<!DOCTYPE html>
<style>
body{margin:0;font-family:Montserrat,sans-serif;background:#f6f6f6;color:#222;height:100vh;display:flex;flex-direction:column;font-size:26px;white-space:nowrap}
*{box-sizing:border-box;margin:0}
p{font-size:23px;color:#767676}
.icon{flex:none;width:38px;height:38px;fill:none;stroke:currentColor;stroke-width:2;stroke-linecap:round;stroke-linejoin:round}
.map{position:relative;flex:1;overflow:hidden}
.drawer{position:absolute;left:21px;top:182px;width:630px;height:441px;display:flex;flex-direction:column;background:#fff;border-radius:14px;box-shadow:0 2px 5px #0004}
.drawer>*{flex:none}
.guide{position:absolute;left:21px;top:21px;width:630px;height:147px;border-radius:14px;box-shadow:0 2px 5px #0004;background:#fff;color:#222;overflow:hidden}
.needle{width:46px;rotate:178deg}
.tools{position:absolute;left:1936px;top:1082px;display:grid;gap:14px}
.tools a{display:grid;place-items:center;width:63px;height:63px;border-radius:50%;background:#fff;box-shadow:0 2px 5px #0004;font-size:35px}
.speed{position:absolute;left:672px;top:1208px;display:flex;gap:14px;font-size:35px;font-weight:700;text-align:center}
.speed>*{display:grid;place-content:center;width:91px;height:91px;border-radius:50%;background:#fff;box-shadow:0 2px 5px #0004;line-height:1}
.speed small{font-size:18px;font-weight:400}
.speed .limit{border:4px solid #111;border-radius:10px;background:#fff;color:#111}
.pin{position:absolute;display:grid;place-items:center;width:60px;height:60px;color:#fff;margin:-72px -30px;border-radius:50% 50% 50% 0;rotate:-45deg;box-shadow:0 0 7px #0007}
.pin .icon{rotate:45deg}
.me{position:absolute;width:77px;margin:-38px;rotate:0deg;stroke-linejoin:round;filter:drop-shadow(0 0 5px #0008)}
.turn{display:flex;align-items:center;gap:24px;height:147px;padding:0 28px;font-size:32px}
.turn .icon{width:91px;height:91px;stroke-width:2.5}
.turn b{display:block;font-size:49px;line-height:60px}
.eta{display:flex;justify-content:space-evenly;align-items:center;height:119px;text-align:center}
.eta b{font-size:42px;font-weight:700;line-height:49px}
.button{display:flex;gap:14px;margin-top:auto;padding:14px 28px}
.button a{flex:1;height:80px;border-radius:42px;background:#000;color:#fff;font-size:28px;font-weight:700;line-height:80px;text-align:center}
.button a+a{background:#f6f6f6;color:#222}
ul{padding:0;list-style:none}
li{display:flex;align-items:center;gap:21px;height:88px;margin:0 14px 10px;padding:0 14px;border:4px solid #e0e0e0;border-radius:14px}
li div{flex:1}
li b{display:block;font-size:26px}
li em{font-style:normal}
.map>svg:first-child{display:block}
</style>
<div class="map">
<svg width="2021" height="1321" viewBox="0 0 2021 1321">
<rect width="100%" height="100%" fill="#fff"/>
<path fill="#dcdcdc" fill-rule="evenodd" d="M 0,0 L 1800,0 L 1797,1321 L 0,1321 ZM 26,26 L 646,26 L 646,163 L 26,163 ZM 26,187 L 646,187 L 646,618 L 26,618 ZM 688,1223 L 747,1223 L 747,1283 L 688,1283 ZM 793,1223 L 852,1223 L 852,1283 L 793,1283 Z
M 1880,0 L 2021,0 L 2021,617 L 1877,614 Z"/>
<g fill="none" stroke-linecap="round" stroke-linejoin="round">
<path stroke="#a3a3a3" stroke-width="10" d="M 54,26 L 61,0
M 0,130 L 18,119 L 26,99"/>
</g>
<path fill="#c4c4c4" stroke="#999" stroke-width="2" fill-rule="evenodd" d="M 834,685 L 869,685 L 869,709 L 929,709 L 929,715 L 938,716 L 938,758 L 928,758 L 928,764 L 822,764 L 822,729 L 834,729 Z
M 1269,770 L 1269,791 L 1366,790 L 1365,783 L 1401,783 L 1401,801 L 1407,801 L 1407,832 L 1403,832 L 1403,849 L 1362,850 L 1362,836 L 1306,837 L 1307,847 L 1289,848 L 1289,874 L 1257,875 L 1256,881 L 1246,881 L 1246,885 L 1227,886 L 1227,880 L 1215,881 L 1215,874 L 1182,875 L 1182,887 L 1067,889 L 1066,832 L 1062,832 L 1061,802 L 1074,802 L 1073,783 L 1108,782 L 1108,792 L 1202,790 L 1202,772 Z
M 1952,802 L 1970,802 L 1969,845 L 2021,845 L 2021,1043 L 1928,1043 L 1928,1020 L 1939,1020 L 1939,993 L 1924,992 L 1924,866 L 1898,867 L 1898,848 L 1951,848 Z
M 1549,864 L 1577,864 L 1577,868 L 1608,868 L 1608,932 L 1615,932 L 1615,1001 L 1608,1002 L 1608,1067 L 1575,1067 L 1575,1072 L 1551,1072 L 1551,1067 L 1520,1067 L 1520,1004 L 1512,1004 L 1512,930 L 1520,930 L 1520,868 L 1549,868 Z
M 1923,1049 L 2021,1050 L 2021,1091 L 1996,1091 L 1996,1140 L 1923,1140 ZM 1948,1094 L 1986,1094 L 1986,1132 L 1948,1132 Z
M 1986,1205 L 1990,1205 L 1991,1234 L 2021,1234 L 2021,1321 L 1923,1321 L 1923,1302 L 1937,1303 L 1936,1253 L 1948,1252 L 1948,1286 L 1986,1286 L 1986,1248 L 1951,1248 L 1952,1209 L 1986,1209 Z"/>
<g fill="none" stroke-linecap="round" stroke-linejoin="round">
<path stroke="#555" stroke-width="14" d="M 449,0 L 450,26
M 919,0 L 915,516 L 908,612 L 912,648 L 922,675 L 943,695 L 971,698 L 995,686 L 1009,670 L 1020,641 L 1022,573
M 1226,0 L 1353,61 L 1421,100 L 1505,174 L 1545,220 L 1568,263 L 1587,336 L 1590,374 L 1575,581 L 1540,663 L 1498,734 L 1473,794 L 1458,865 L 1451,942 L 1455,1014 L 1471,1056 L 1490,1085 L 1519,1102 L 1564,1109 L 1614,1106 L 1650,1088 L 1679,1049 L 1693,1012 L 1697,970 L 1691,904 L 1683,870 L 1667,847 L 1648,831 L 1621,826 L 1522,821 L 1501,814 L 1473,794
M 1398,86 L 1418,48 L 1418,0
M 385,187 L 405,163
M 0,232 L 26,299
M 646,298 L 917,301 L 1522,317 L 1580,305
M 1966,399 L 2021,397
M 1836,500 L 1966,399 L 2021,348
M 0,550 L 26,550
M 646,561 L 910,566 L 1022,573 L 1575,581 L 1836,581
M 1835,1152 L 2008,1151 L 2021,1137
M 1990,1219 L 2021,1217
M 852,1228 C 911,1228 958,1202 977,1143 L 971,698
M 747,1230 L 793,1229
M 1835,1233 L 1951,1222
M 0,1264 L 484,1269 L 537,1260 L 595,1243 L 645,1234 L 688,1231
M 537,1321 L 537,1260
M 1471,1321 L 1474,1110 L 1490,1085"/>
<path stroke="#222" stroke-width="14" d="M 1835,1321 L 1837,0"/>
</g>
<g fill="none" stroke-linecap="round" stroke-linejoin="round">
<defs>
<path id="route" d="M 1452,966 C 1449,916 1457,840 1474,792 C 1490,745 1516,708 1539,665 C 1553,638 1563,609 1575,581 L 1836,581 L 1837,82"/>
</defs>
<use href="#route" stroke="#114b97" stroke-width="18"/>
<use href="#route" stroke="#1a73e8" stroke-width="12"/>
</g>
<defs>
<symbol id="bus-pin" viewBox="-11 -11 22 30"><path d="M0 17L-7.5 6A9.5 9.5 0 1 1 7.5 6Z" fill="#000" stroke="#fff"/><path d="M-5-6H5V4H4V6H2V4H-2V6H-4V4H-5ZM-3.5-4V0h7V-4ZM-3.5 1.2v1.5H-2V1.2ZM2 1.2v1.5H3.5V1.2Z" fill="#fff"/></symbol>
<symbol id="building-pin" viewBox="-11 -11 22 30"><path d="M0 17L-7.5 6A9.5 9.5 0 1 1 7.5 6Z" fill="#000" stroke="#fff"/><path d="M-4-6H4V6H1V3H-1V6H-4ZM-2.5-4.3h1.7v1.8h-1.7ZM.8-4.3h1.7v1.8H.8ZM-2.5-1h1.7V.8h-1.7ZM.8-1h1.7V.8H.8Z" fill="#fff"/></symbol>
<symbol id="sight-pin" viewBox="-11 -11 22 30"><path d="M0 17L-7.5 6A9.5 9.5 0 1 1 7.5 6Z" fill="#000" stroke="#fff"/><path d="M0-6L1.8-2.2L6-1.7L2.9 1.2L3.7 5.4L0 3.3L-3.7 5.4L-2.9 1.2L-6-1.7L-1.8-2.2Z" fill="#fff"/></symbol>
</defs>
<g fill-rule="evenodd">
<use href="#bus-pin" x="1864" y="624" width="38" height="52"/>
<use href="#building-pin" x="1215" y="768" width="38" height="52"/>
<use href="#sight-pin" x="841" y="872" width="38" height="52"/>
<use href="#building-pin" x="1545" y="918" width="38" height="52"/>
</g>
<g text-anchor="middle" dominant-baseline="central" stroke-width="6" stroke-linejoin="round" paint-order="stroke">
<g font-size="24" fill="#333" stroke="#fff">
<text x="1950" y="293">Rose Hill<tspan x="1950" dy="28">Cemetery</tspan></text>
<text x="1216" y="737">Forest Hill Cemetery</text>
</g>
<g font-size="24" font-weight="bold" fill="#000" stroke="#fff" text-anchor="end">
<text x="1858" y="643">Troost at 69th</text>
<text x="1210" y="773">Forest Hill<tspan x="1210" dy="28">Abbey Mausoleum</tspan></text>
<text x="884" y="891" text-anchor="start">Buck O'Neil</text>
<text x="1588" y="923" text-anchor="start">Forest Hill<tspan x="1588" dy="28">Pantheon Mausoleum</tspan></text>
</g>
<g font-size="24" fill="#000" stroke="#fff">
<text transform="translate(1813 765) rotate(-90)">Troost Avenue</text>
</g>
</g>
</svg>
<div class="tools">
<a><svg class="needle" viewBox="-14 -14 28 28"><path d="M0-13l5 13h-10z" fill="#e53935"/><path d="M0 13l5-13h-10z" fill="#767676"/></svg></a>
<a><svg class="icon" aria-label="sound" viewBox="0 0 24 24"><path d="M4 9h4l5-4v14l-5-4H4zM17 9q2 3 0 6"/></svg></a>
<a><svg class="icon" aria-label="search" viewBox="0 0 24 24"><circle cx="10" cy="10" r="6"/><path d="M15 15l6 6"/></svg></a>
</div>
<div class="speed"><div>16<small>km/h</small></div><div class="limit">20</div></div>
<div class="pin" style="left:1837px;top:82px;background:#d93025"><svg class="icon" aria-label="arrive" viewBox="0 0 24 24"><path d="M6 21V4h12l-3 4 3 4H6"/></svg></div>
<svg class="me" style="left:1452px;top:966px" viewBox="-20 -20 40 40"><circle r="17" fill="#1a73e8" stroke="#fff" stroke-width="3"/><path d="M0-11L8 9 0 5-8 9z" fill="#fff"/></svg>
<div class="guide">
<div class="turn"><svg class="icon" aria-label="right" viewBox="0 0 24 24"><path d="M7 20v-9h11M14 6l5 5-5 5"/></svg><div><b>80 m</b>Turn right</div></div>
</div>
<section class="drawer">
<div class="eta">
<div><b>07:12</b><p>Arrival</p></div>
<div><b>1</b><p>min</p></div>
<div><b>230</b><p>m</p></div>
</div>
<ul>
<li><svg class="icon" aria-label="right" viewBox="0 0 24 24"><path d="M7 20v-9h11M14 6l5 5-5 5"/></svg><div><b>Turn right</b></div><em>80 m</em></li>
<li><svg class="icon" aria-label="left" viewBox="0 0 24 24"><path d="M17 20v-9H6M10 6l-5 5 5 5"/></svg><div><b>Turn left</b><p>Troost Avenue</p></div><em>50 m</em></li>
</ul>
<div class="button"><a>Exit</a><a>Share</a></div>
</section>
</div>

○ ○ ○ ○ ○ ○ ○

* [What this task involves]: All lines above with "hidden" in them should be returned.

* [Completed exercise]:
.map{position:relative;flex:1;overflow:hidden}
.guide{position:absolute;left:21px;top:21px;width:630px;height:147px;border-radius:14px;box-shadow:0 2px 5px #0004;background:#fff;color:#222;overflow:hidden}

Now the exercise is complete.